• _Exercise brief_:
The result should be the listing below restated word for word, with images left out.
---+---
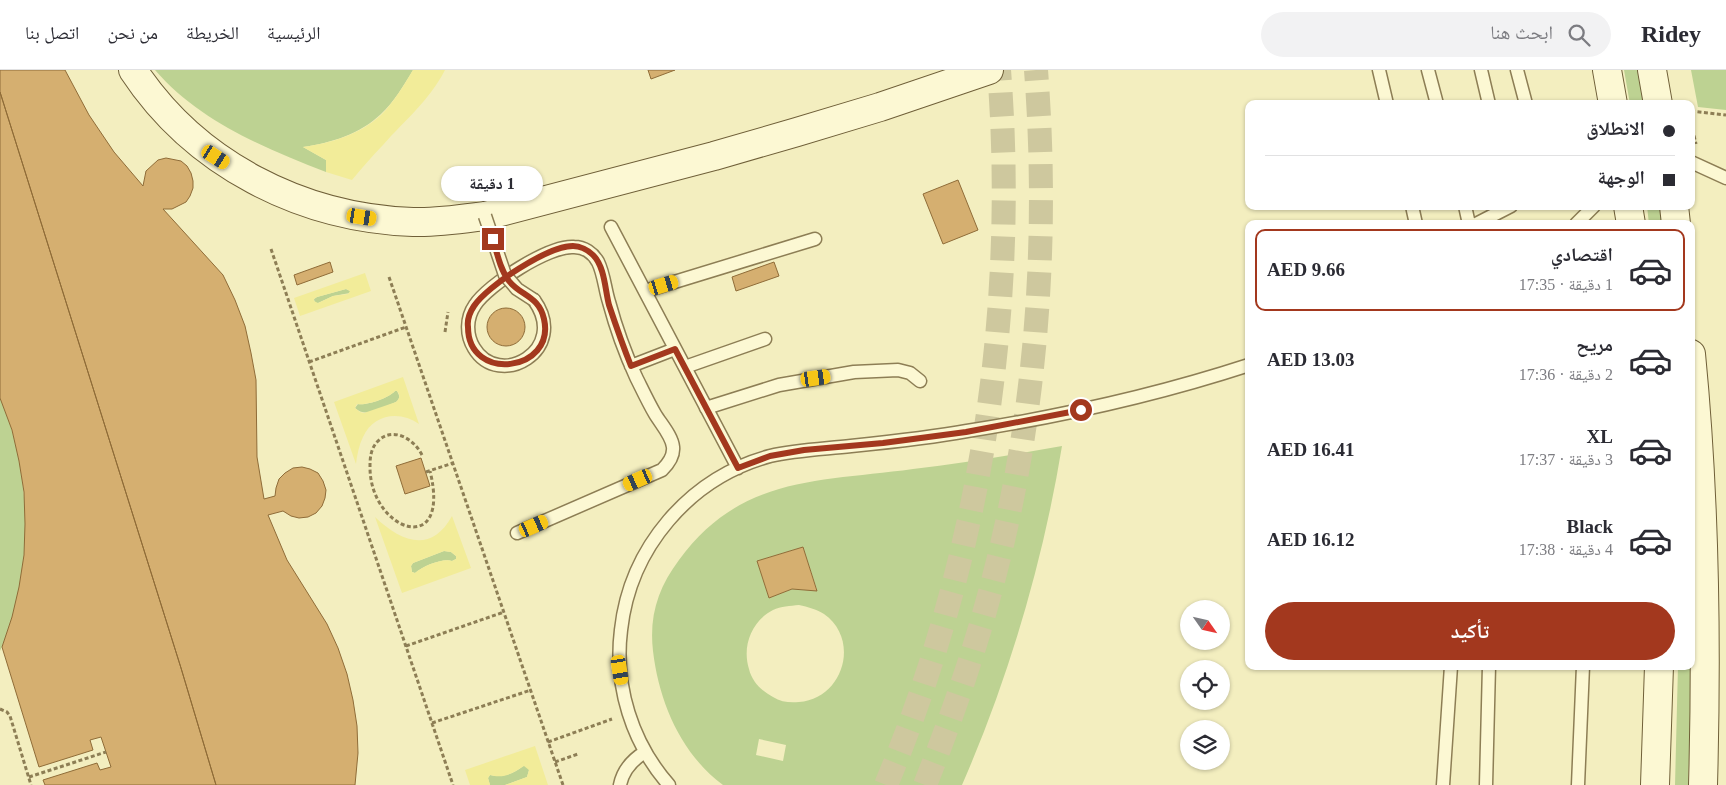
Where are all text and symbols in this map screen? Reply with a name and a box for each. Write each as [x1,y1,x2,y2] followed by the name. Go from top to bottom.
[1261,12,1611,57] search box
[1565,21,1593,49] icon: search
[1641,21,1701,47] text: Ridey
[1490,22,1553,43] text: ابحث هنا
[25,23,79,43] text: اتصل بنا
[107,23,158,43] text: من نحن
[186,23,239,43] text: الخريطة
[267,23,320,43] text: الرئيسية
[1586,118,1645,139] text: الانطلاق
[199,143,232,171] car
[442,166,544,202] callout: 1 دقيقة
[1597,167,1645,188] text: الوجهة
[469,175,515,192] text: 1 دقيقة
[346,207,377,227] car
[482,228,504,250] route end
[1551,244,1613,265] text: اقتصادي
[1628,248,1673,293] icon: car
[1267,259,1345,280] text: AED 9.66
[647,273,680,297] car
[1519,276,1613,293] text: 1 دقيقة · 17:35
[1576,334,1613,355] text: مريح
[1628,338,1673,383] icon: car
[1267,349,1355,370] text: AED 13.03
[1519,366,1613,383] text: 2 دقيقة · 17:36
[800,368,831,388] car
[1070,399,1092,421] route start
[1587,426,1613,447] text: XL
[1628,428,1673,473] icon: car
[1267,439,1355,460] text: AED 16.41
[1519,451,1613,468] text: 3 دقيقة · 17:37
[621,467,654,493] car
[517,513,550,539] car
[1567,516,1613,537] text: Black
[1628,518,1673,563] icon: car
[1267,529,1355,550] text: AED 16.12
[1519,541,1613,558] text: 4 دقيقة · 17:38
[1180,600,1230,650] north arrow
[1180,600,1230,770] map controls
[1265,602,1675,660] button: تأكيد
[610,654,629,686] car
[1180,660,1230,710] button: locate
[1180,720,1230,770] button: layers

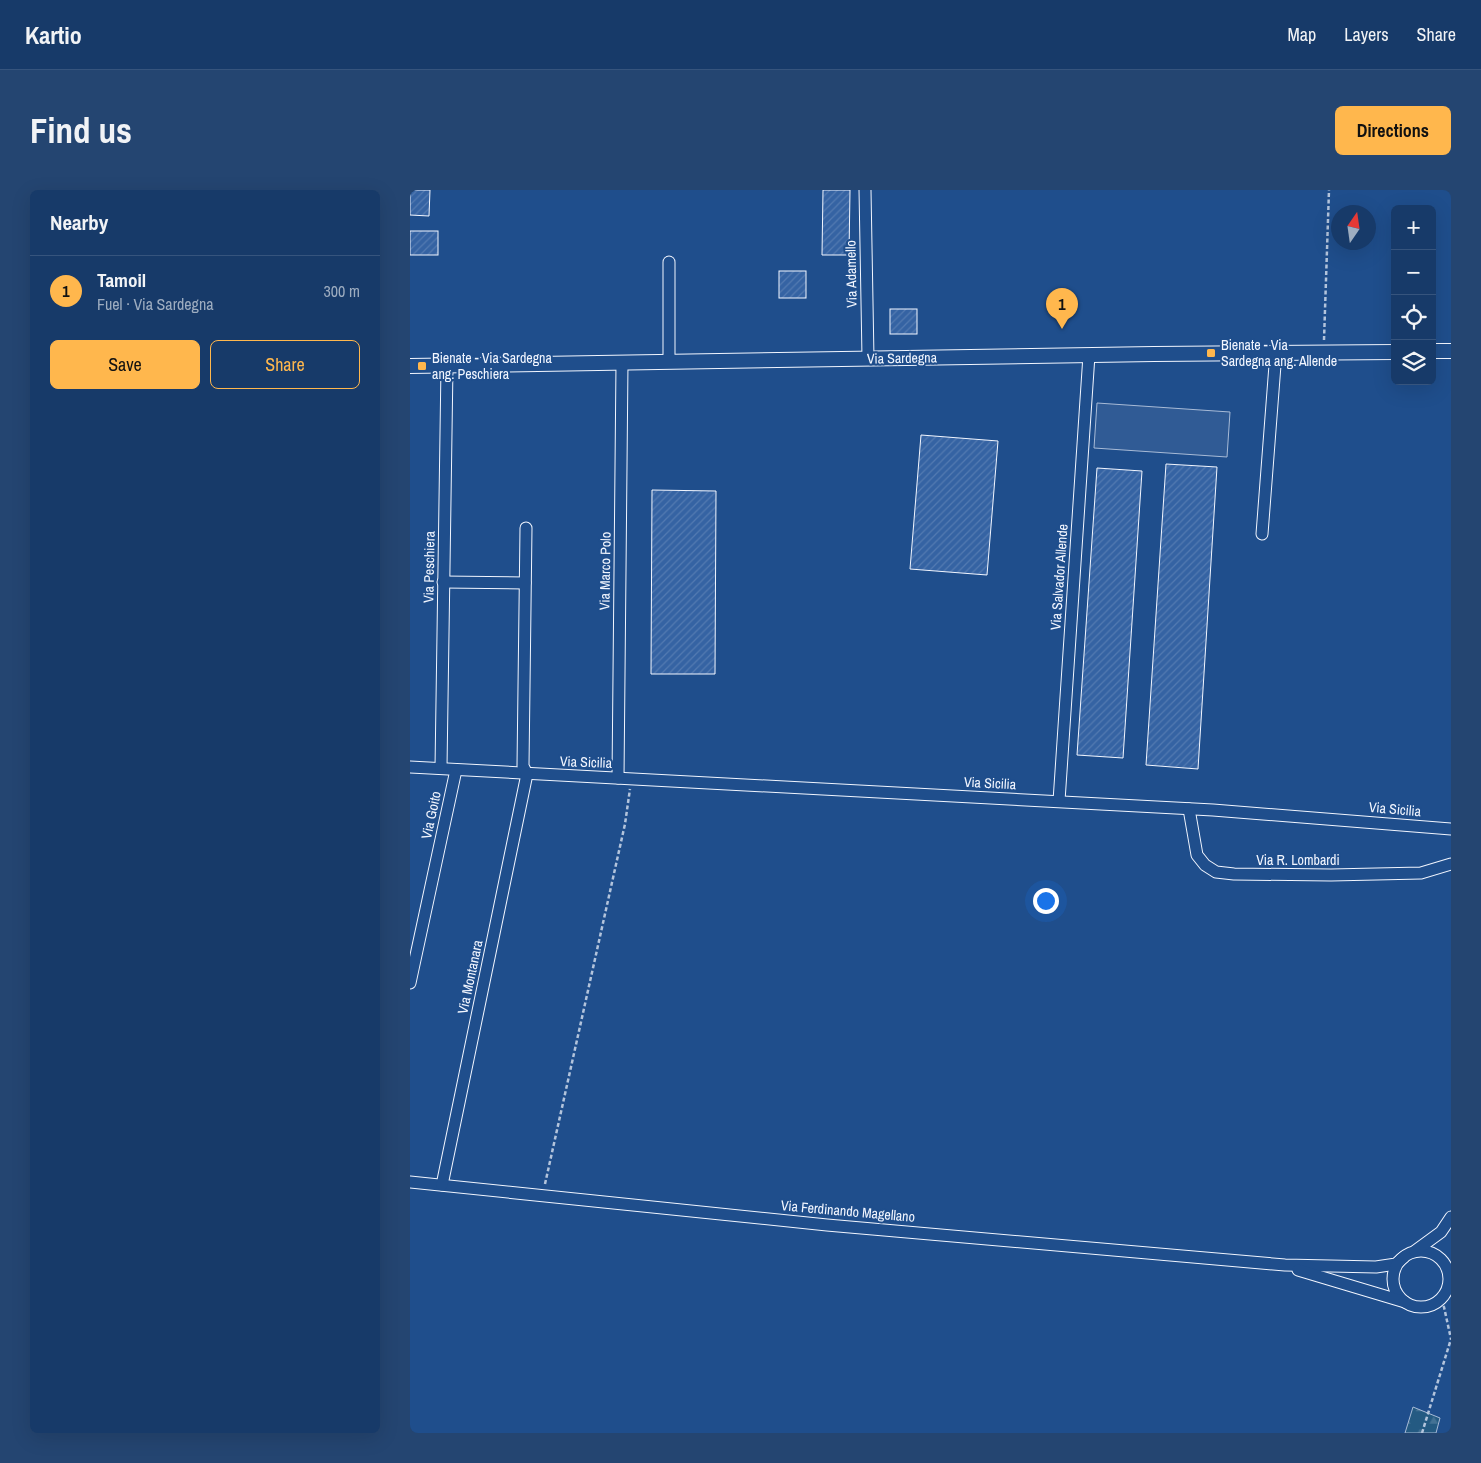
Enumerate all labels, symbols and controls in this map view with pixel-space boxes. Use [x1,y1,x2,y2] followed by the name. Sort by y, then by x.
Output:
[25,19,82,51] text: Kartio
[1288,22,1316,47] text: Map
[1344,22,1389,47] text: Layers
[1417,22,1456,47] text: Share
[1335,106,1451,155] button: Directions
[30,107,132,154] text: Find us
[1331,205,1376,250] north arrow
[1391,205,1436,385] map controls
[1391,205,1436,250] button: +
[50,208,108,237] text: Nearby
[841,240,861,308] street label: Via Adamello
[1391,250,1436,295] button: −
[97,267,146,293] text: Tamoil
[62,280,70,302] text: 1
[324,280,360,302] text: 300 m
[1046,288,1078,329] pin: 1
[97,293,213,315] text: Fuel · Via Sardegna
[1391,295,1436,340] button: locate
[1221,336,1337,370] place label: Bienate - Via Sardegna ang. Allende
[50,340,200,389] button: Save
[210,340,360,389] button: Share
[1391,340,1436,385] button: layers
[1205,347,1217,359] marker: Bienate - Via Sardegna ang. Allende
[867,348,938,368] street label: Via Sardegna
[432,349,552,383] place label: Bienate - Via Sardegna ang. Peschiera
[416,360,428,372] marker: Bienate - Via Sardegna ang. Peschiera
[1046,523,1072,631] street label: Via Salvador Allende
[419,530,439,603] street label: Via Peschiera
[595,532,615,610] street label: Via Marco Polo
[560,752,613,772] street label: Via Sicilia
[963,773,1017,793] street label: Via Sicilia
[417,789,445,841] street label: Via Goito
[1368,798,1422,820] street label: Via Sicilia
[1256,851,1340,869] street label: Via R. Lombardi
[1033,888,1059,914] your location
[453,938,487,1016] street label: Via Montanara
[780,1196,916,1226] street label: Via Ferdinando Magellano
---+---
• _Written reply_:
Where are all text and symbols in this map screen? Reply with a name and a box for each. Write each as [x1,y1,x2,y2] followed by the name. Go from top to bottom.
[1261,12,1611,57] search box
[1565,21,1593,49] icon: search
[1641,21,1701,47] text: Ridey
[1490,22,1553,43] text: ابحث هنا
[25,23,79,43] text: اتصل بنا
[107,23,158,43] text: من نحن
[186,23,239,43] text: الخريطة
[267,23,320,43] text: الرئيسية
[1586,118,1645,139] text: الانطلاق
[199,143,232,171] car
[442,166,544,202] callout: 1 دقيقة
[1597,167,1645,188] text: الوجهة
[469,175,515,192] text: 1 دقيقة
[346,207,377,227] car
[482,228,504,250] route end
[1551,244,1613,265] text: اقتصادي
[1628,248,1673,293] icon: car
[1267,259,1345,280] text: AED 9.66
[647,273,680,297] car
[1519,276,1613,293] text: 1 دقيقة · 17:35
[1576,334,1613,355] text: مريح
[1628,338,1673,383] icon: car
[1267,349,1355,370] text: AED 13.03
[1519,366,1613,383] text: 2 دقيقة · 17:36
[800,368,831,388] car
[1070,399,1092,421] route start
[1587,426,1613,447] text: XL
[1628,428,1673,473] icon: car
[1267,439,1355,460] text: AED 16.41
[1519,451,1613,468] text: 3 دقيقة · 17:37
[621,467,654,493] car
[517,513,550,539] car
[1567,516,1613,537] text: Black
[1628,518,1673,563] icon: car
[1267,529,1355,550] text: AED 16.12
[1519,541,1613,558] text: 4 دقيقة · 17:38
[1180,600,1230,650] north arrow
[1180,600,1230,770] map controls
[1265,602,1675,660] button: تأكيد
[610,654,629,686] car
[1180,660,1230,710] button: locate
[1180,720,1230,770] button: layers

Enumerate all labels, symbols and controls in this map view with pixel-space boxes. Use [x1,y1,x2,y2] followed by the name. Sort by y, then by x.
Output:
[25,19,82,51] text: Kartio
[1288,22,1316,47] text: Map
[1344,22,1389,47] text: Layers
[1417,22,1456,47] text: Share
[1335,106,1451,155] button: Directions
[30,107,132,154] text: Find us
[1331,205,1376,250] north arrow
[1391,205,1436,385] map controls
[1391,205,1436,250] button: +
[50,208,108,237] text: Nearby
[841,240,861,308] street label: Via Adamello
[1391,250,1436,295] button: −
[97,267,146,293] text: Tamoil
[62,280,70,302] text: 1
[324,280,360,302] text: 300 m
[1046,288,1078,329] pin: 1
[97,293,213,315] text: Fuel · Via Sardegna
[1391,295,1436,340] button: locate
[1221,336,1337,370] place label: Bienate - Via Sardegna ang. Allende
[50,340,200,389] button: Save
[210,340,360,389] button: Share
[1391,340,1436,385] button: layers
[1205,347,1217,359] marker: Bienate - Via Sardegna ang. Allende
[867,348,938,368] street label: Via Sardegna
[432,349,552,383] place label: Bienate - Via Sardegna ang. Peschiera
[416,360,428,372] marker: Bienate - Via Sardegna ang. Peschiera
[1046,523,1072,631] street label: Via Salvador Allende
[419,530,439,603] street label: Via Peschiera
[595,532,615,610] street label: Via Marco Polo
[560,752,613,772] street label: Via Sicilia
[963,773,1017,793] street label: Via Sicilia
[417,789,445,841] street label: Via Goito
[1368,798,1422,820] street label: Via Sicilia
[1256,851,1340,869] street label: Via R. Lombardi
[1033,888,1059,914] your location
[453,938,487,1016] street label: Via Montanara
[780,1196,916,1226] street label: Via Ferdinando Magellano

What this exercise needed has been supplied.